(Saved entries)

###

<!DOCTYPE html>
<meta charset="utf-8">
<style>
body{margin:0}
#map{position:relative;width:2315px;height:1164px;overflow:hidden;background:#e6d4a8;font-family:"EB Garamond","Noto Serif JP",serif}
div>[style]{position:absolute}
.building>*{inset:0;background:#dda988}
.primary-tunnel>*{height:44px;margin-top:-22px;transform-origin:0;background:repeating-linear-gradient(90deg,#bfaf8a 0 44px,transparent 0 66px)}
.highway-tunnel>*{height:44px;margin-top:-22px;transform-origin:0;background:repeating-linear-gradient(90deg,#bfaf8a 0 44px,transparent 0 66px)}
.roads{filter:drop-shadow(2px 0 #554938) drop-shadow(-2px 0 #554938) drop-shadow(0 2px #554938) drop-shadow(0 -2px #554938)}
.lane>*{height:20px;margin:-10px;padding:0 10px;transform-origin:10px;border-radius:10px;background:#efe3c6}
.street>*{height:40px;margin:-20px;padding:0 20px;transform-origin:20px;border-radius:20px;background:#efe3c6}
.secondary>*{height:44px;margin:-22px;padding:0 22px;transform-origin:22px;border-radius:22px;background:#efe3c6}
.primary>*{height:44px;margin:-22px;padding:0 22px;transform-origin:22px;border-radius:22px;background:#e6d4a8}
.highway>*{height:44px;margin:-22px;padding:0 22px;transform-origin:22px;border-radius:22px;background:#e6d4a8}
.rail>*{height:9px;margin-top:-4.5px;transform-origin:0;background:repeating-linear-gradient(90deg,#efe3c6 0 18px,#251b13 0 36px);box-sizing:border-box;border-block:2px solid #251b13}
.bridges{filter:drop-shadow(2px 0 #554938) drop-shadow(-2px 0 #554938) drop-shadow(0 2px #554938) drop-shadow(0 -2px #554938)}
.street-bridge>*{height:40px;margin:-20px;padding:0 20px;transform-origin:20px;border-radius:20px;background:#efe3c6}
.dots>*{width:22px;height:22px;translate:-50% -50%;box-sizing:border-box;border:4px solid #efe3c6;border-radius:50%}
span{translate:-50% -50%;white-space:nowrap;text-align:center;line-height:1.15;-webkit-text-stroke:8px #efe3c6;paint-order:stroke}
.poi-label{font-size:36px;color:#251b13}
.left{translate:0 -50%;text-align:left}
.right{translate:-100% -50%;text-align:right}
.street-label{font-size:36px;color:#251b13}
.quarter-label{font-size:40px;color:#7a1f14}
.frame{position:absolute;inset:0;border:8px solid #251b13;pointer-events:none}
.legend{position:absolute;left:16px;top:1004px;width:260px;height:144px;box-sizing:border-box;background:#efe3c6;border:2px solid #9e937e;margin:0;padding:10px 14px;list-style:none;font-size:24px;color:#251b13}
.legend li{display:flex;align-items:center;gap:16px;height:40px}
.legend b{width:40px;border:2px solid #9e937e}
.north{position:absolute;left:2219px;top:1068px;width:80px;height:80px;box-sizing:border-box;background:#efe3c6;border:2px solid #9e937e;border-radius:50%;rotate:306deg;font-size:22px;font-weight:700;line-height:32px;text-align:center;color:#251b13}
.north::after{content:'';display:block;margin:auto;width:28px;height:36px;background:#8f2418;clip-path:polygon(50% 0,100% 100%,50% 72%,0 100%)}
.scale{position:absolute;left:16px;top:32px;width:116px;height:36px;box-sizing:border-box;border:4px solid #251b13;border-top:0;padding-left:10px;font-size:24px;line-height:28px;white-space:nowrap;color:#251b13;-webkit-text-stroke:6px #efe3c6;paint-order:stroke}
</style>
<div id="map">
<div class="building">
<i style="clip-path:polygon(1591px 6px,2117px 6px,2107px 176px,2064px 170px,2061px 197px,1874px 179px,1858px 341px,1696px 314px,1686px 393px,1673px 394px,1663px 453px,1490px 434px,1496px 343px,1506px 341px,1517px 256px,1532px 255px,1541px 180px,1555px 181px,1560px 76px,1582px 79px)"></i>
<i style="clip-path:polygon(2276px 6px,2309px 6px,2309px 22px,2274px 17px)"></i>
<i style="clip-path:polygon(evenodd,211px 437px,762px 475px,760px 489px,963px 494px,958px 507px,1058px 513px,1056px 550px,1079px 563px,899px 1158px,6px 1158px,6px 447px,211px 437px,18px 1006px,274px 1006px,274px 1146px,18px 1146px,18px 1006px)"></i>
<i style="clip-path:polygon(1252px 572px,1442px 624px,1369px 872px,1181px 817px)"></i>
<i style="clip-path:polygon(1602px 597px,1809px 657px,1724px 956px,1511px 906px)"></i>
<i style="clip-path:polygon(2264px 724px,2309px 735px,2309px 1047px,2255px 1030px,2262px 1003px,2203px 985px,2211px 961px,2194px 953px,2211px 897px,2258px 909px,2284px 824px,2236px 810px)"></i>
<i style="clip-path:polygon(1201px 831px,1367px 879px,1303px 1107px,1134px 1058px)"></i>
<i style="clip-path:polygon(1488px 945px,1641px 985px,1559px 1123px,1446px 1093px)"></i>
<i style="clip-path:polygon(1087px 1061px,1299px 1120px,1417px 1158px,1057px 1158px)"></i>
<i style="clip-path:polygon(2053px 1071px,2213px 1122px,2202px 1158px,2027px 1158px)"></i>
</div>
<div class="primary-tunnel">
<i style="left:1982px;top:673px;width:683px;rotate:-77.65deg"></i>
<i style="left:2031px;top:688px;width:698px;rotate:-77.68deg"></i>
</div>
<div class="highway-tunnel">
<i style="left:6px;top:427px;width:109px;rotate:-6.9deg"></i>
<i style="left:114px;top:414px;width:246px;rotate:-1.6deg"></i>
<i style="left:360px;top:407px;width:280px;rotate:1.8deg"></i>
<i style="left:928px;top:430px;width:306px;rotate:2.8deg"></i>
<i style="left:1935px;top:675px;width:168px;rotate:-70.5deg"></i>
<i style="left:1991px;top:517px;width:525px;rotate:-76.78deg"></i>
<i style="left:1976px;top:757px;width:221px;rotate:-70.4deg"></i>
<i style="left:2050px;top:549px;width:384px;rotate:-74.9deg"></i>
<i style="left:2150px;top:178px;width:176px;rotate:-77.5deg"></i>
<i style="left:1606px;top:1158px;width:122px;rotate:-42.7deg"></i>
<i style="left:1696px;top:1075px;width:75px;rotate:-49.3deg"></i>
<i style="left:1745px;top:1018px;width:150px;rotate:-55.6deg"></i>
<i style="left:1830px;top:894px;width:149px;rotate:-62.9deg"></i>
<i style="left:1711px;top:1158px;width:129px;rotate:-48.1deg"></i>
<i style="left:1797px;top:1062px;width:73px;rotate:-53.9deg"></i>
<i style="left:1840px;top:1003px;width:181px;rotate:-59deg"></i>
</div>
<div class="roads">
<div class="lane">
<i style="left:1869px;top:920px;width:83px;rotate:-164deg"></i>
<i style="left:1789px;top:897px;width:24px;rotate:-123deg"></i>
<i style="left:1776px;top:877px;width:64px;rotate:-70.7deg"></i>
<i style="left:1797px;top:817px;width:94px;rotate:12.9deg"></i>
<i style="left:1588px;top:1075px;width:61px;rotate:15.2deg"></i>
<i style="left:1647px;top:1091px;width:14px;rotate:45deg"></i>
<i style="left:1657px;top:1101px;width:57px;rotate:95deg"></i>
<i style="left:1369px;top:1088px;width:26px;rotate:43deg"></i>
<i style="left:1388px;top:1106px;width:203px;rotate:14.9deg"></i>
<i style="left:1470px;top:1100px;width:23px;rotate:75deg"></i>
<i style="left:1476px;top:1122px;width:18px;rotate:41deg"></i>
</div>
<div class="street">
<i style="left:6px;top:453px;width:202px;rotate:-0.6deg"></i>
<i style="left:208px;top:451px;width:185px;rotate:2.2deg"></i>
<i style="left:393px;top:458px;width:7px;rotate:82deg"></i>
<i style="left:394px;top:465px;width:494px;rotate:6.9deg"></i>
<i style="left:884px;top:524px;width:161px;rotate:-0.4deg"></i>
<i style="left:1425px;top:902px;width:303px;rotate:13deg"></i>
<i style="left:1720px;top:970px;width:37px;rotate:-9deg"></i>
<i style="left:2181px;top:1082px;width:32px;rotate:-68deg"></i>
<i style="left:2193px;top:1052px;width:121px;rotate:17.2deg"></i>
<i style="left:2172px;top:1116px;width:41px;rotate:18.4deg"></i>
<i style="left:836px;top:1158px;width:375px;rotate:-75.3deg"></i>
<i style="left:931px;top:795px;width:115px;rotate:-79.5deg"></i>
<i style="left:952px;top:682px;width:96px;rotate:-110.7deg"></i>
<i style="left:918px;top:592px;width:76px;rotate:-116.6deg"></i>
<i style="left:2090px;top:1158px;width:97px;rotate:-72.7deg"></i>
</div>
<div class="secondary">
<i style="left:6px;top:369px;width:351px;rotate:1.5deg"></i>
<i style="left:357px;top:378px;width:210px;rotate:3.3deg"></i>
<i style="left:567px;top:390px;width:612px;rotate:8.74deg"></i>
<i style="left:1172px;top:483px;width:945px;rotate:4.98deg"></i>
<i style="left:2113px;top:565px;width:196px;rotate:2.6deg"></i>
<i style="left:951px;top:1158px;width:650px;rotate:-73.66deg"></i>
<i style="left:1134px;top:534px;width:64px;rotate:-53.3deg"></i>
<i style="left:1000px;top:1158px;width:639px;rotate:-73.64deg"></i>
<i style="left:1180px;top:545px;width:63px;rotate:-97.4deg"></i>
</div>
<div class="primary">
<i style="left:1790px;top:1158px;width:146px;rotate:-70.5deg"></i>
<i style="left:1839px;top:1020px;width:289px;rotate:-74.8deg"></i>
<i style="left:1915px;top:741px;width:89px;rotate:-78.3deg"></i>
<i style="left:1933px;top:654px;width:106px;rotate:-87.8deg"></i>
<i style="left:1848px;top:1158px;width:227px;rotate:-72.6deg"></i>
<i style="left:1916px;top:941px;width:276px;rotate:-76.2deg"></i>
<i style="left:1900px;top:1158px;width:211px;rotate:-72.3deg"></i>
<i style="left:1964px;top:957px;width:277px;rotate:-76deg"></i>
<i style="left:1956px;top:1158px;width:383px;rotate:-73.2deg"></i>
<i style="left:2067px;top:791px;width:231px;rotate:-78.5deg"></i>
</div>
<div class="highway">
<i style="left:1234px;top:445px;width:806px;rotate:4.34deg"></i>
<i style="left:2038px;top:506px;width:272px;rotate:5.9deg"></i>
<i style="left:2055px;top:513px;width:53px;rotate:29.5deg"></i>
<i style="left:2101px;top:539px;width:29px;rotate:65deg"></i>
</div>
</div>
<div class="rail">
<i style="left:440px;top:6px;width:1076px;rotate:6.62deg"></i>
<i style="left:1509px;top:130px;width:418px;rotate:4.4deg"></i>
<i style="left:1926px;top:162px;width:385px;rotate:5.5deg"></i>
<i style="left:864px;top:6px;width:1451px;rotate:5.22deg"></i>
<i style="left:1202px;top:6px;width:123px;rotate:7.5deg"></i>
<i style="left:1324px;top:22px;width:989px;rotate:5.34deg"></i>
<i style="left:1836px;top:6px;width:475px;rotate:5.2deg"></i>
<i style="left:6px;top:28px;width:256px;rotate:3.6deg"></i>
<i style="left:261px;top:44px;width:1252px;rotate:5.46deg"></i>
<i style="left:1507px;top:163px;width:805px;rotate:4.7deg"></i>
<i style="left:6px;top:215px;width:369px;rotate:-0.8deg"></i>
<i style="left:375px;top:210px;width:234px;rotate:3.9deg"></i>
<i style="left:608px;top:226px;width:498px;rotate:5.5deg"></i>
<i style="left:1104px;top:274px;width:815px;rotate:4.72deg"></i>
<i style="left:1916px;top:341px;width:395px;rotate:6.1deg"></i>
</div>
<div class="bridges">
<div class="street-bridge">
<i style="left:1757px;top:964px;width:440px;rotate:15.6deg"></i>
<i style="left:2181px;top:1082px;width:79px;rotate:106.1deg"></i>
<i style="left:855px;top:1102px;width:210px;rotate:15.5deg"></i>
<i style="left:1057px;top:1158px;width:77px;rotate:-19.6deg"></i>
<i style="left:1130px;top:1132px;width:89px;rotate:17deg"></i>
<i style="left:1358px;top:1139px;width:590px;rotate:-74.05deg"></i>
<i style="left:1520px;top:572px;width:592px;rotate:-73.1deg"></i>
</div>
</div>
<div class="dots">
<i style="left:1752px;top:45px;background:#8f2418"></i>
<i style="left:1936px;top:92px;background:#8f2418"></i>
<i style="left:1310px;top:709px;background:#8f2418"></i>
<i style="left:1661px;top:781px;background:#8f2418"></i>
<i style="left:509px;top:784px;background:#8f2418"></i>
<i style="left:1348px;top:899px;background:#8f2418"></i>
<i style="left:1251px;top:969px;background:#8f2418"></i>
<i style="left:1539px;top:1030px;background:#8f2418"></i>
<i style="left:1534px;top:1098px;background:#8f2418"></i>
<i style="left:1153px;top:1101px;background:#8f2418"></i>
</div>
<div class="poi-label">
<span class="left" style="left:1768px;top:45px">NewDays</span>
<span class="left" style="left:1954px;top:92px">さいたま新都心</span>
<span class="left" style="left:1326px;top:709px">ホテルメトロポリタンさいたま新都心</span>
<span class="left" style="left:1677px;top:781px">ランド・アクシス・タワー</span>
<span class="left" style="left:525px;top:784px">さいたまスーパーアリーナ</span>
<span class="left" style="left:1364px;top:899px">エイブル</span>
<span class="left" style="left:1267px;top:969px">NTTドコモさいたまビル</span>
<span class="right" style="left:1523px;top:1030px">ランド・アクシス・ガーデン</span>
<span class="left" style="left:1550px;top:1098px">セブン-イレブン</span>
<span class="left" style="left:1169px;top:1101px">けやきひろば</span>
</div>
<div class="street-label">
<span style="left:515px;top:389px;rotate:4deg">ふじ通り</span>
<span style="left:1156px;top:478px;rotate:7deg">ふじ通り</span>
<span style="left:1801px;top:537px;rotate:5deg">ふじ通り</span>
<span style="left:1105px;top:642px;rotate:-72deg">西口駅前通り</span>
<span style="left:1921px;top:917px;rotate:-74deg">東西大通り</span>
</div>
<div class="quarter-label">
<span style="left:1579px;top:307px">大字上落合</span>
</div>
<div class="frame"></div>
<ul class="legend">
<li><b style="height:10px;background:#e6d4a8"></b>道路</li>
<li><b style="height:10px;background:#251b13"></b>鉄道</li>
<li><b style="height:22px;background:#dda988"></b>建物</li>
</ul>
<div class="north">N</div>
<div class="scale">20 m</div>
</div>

###

### [TASK PROMPT]
Those lines above that contain the string "tunnel" should be returned.

### [WRITTEN RESPONSE]
.primary-tunnel>*{height:44px;margin-top:-22px;transform-origin:0;background:repeating-linear-gradient(90deg,#bfaf8a 0 44px,transparent 0 66px)}
.highway-tunnel>*{height:44px;margin-top:-22px;transform-origin:0;background:repeating-linear-gradient(90deg,#bfaf8a 0 44px,transparent 0 66px)}
<div class="primary-tunnel">
<div class="highway-tunnel">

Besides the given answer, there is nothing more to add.